875 アホか。キックボクシングのルールで戦うならいざ知らず、総合ルールでやるんだったらK1なんて寝っ転がされたら何もできやしないだろ。やるだけ無駄だって
876 >875だからヤオレスラーになんか捕まらないって。お前喧嘩もしたことないヘタレだから知らんのだろ。ヤオレスラーがキモく抱きつきに来る前にワンパンKO
877 >876素人の喧嘩と格闘家の試合を一緒にすんな。ワンパンKOなんてK1の試合でも滅多にないだろが。Kuso1こそキモいクリンチばっかり

 ぼくはプロレスラーの強さを信じていた。普段はプロレスにとって敵のように思っていた小川も藤田も、プロレスのリングで戦ってきたわけであり、大きな枠で見てみればプロレスラーなのだ。レスリングに持ち込めばパンチとキックだけの選手など問題ない。掲示板ではK1派と猪木軍、つまりプロレス派の罵り合いがヒートアップ、収集がつかない状況になっていた。

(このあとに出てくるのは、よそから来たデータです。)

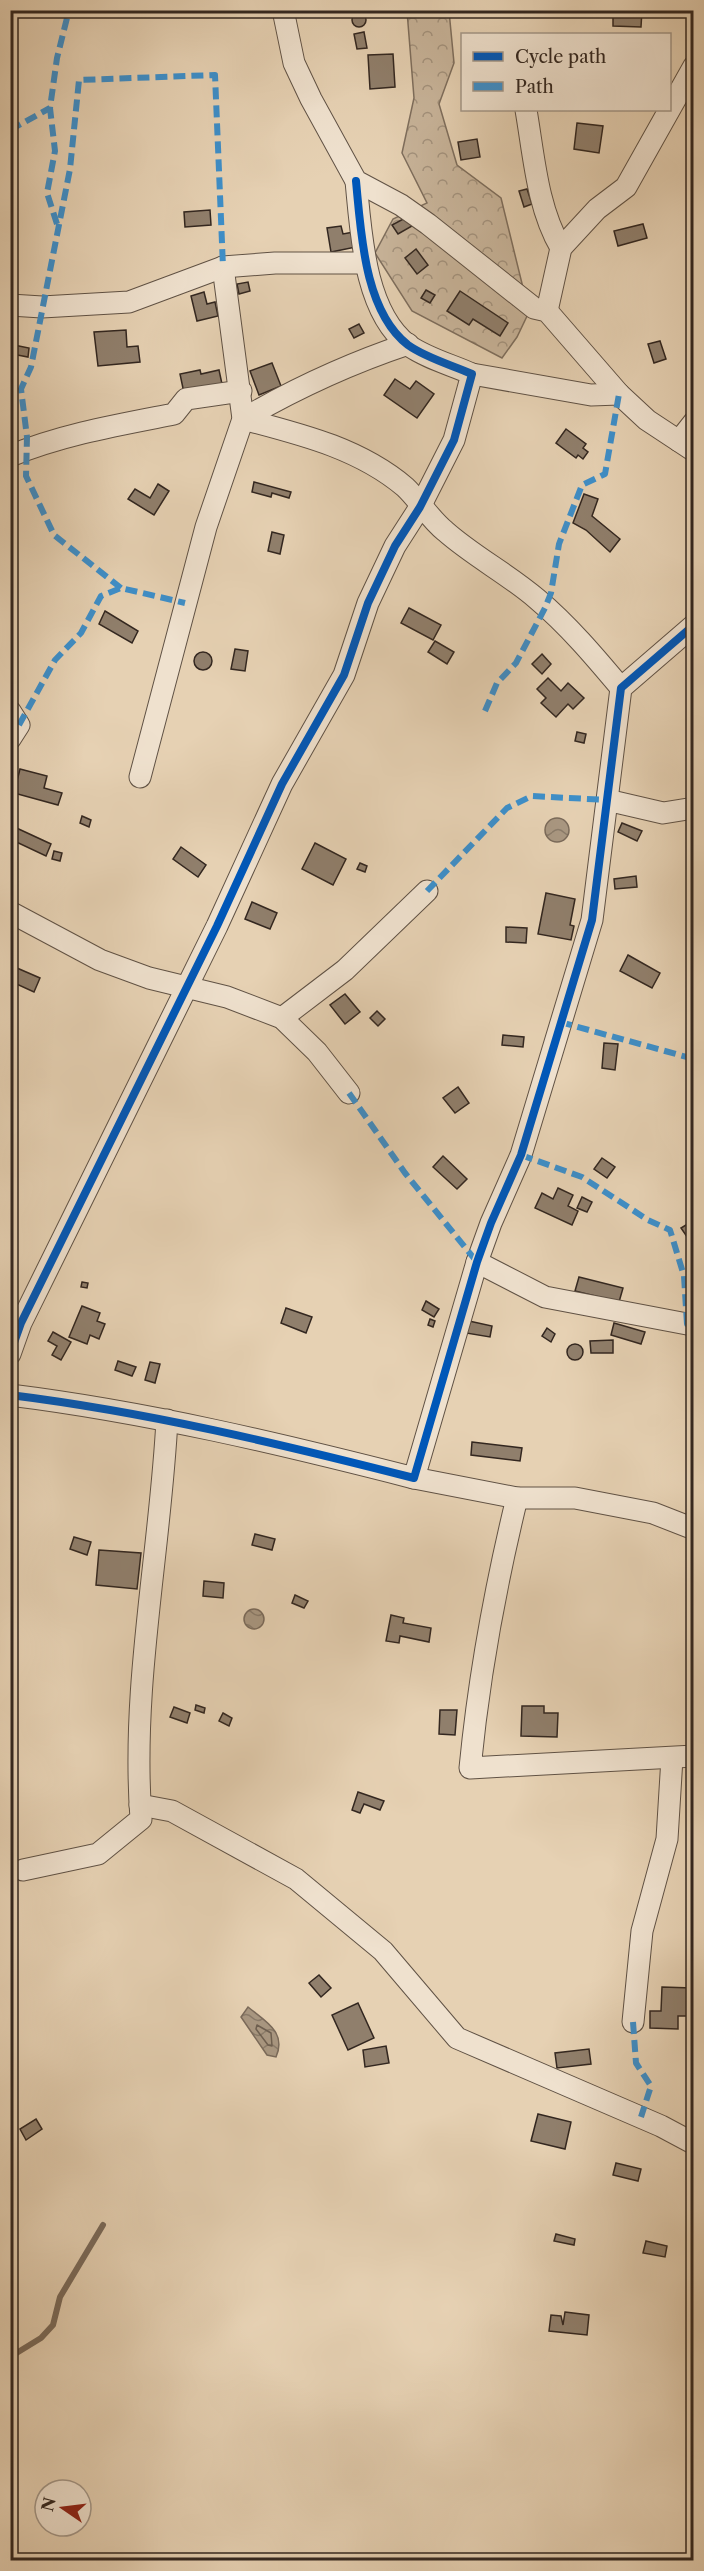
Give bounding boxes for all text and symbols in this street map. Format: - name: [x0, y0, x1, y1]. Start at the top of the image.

 そして2001年の夏、藤田和之とK1のミルコ・クロコップの総合格闘技ルール(PRIDEと同じルール)の試合がK1のリングで行なわれた。藤田はオリンピックこそ出ていないがアマチュアレスリングで数々の実績をひっさげてプロレス入りした実力者。それに凄まじく分厚い筋肉をまとっていて、見た目はゴーレムだ。ミルコ・クロコップはパンチ、キックの破壊力は高いがK1の優勝経験はない。まして寝技などまったくできない。こんな簡単な相手はいない。
 ゴングが鳴る。藤田が一気にミルコの脚にタックルを仕掛ける。しかし間合いが遠くてかわされる。もう一度仕切りなおしてお互い射程距離外で牽制し合う。藤田がまたタックル。これも遠い。闘牛士のようにひらりと交わすミルコ。しかしこうやっていつまでも逃げきれるものか。それにしても藤田、脚へのタックルは失敗したときのリスクが高いのに何で脚ばっかりなんや。胴へタックルしたほうがええんちゃうか……とぼくが思ったそのとき、藤田のタックルにミルコが膝蹴りを合わせた。カウンターだ。ミルコの膝は藤田の顔面にヒット、しかし藤田はミルコの脚をそのままとらえてテイクダウン。やった。寝技になったらこっちのものだ。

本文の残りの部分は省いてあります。